Moreover, the company has not been able to make any major sales to meet the liquidity crunch. To make the matters worse, it has forecast declining sales in the upcoming quarters also. Meanwhile, it has sought government help but hasn’t received a reply yet.
It is expected that the government might rope in other real estate companies to complete the pending Evergrande projects to prioritize homebuyers’ and banks’ interests.
The Shenzhen-based company is likely to file for bankruptcy if the government does not come to its rescue with a bailout package.
Evergrande crisis won’t have a major global effect
However, the fallout may not have a similar effect like that of the Lehman Brothers’ bankruptcy in the US in 2008 when it affected the global markets, according to global investment strategists Ed Yardeni, who is also the president of Yardeni Research.
According to him, the Evergrande crisis can be compared to the Long-Term Capital Management disaster in 1998. But it was effectively dealt with by the Federal Reserve and the US banks. The prompt action helped defuse that crisis, he told CNBC TV.
In the same way, the Chinese government might offer a bailout plan to minimize the impact on the economy as it is too big to fail, he said, adding that it might even opt for restructuring the firm after firing the management. Hence, it will not have any major impact globally.
On Monday, the company’s stocks fell 10.2 percent in the Hong Kong market, hitting an 11-year low. In addition, stocks of other major real estate companies also declined, dragging down the Hang Seng Index to its one-year low.

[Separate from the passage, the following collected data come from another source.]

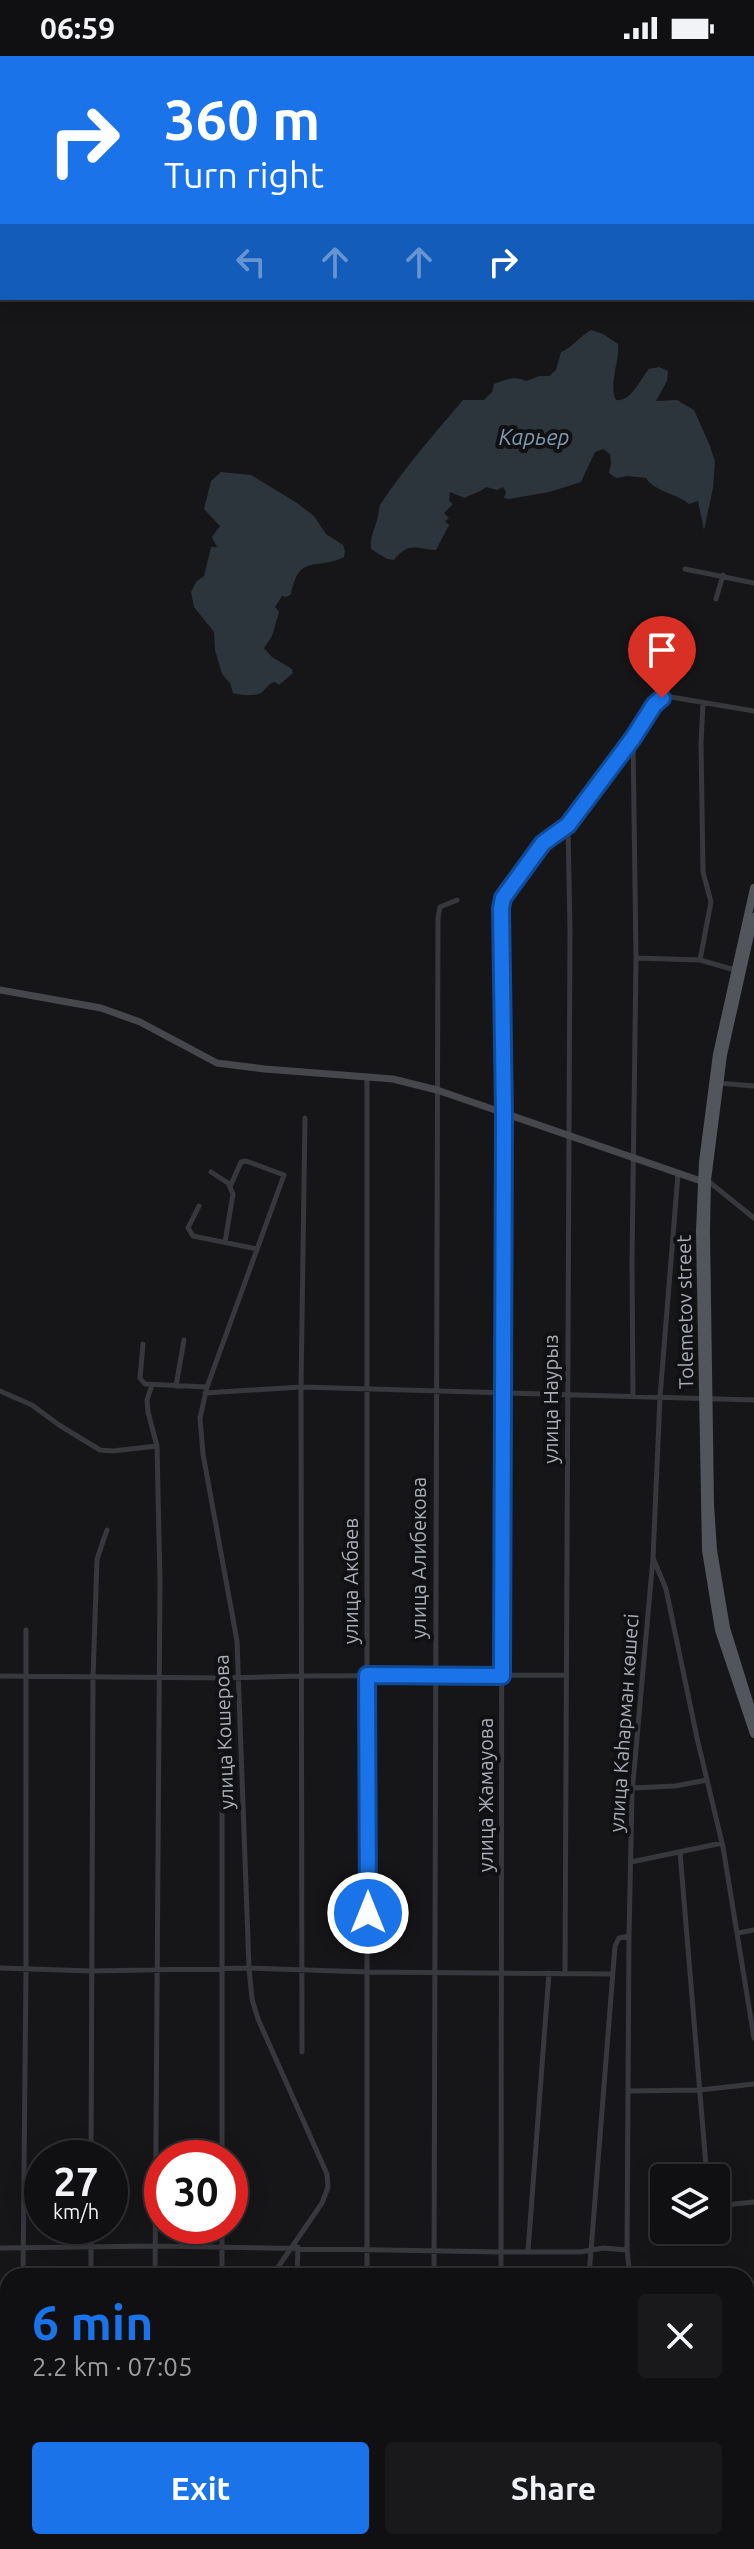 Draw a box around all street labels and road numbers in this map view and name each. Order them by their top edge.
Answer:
street label: Tolemetov street [672,1235,697,1389]
street label: улица Наурыз [539,1334,562,1464]
street label: улица Алибекова [407,1477,430,1639]
street label: улица Акбаев [339,1518,362,1644]
street label: улица Каһарман көшесі [604,1613,643,1833]
street label: улица Кошерова [209,1654,238,1810]
street label: улица Жамауова [474,1718,497,1872] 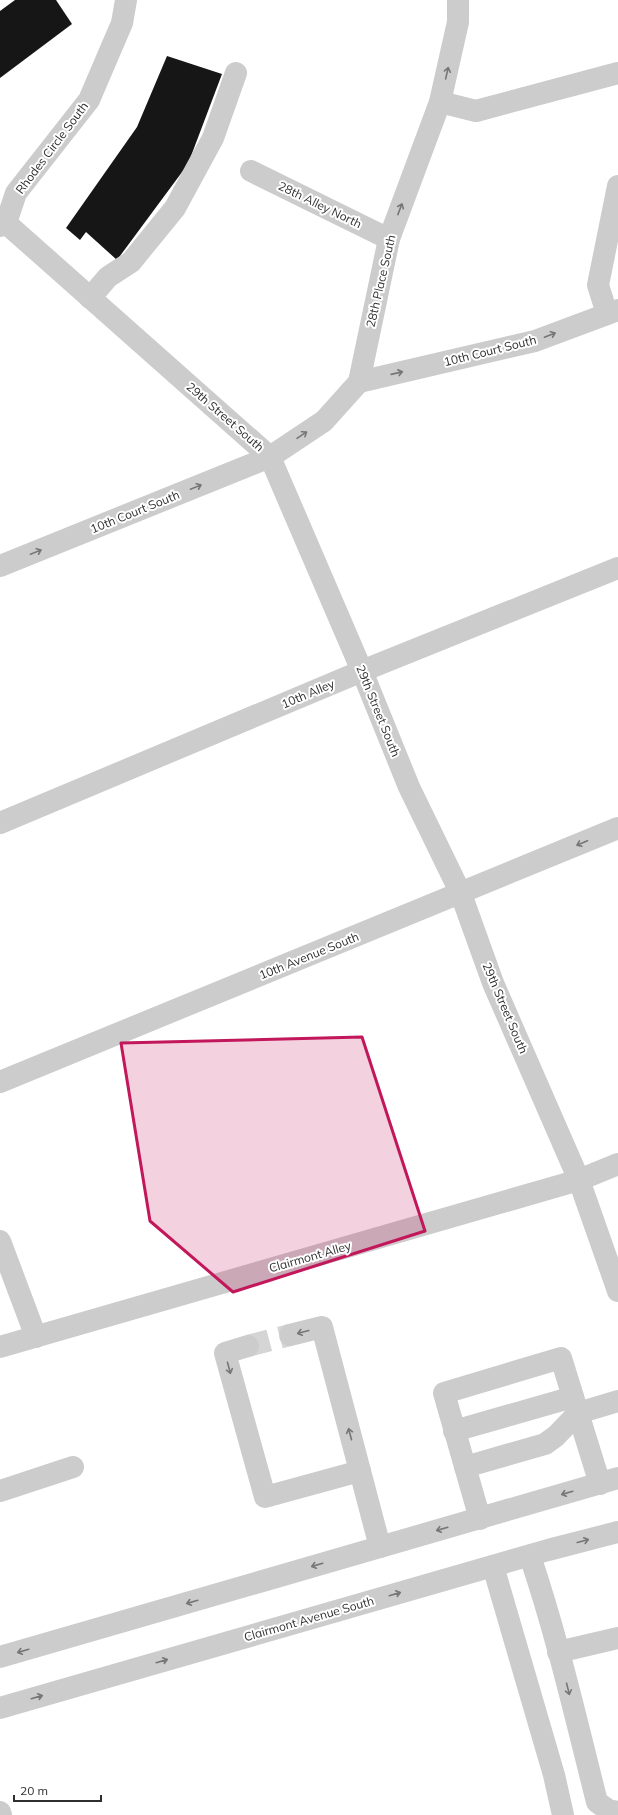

As a result, the Chinese market is likely to take longer to recover from the crisis. The government’s intervention in Chinese companies also has been a major cause of worry in the corporate circles for some time. These factors would weigh on the market, they said.
As the Evergrande crisis deepens, the stocks of US-listed Chinese companies also witnessed a sharp drop in their prices, especially on Monday.
However, the US real estate sector might gain from the Evergrande crisis as new investors may shift their attention to the American market over the Chinese. However, they are expected to closely monitor the government’s likely move to resolve the crisis.
Besides, China is the world’s biggest consumer of metal and mining. The Evergrande news led to a sharp drop in the share prices of metal and mining companies.
Finally, the growing Evergrande crisis has sent shockwaves in the global markets on Monday. The European stock market fell to a two-month low due to the falling prices of the mining stocks, like iron ore, attributed to the Chinese real estate crisis. Already the global markets have been reeling under the covid pandemic, but the Evergrande crisis could it worse if the Chinese government doesn’t step in, say experts.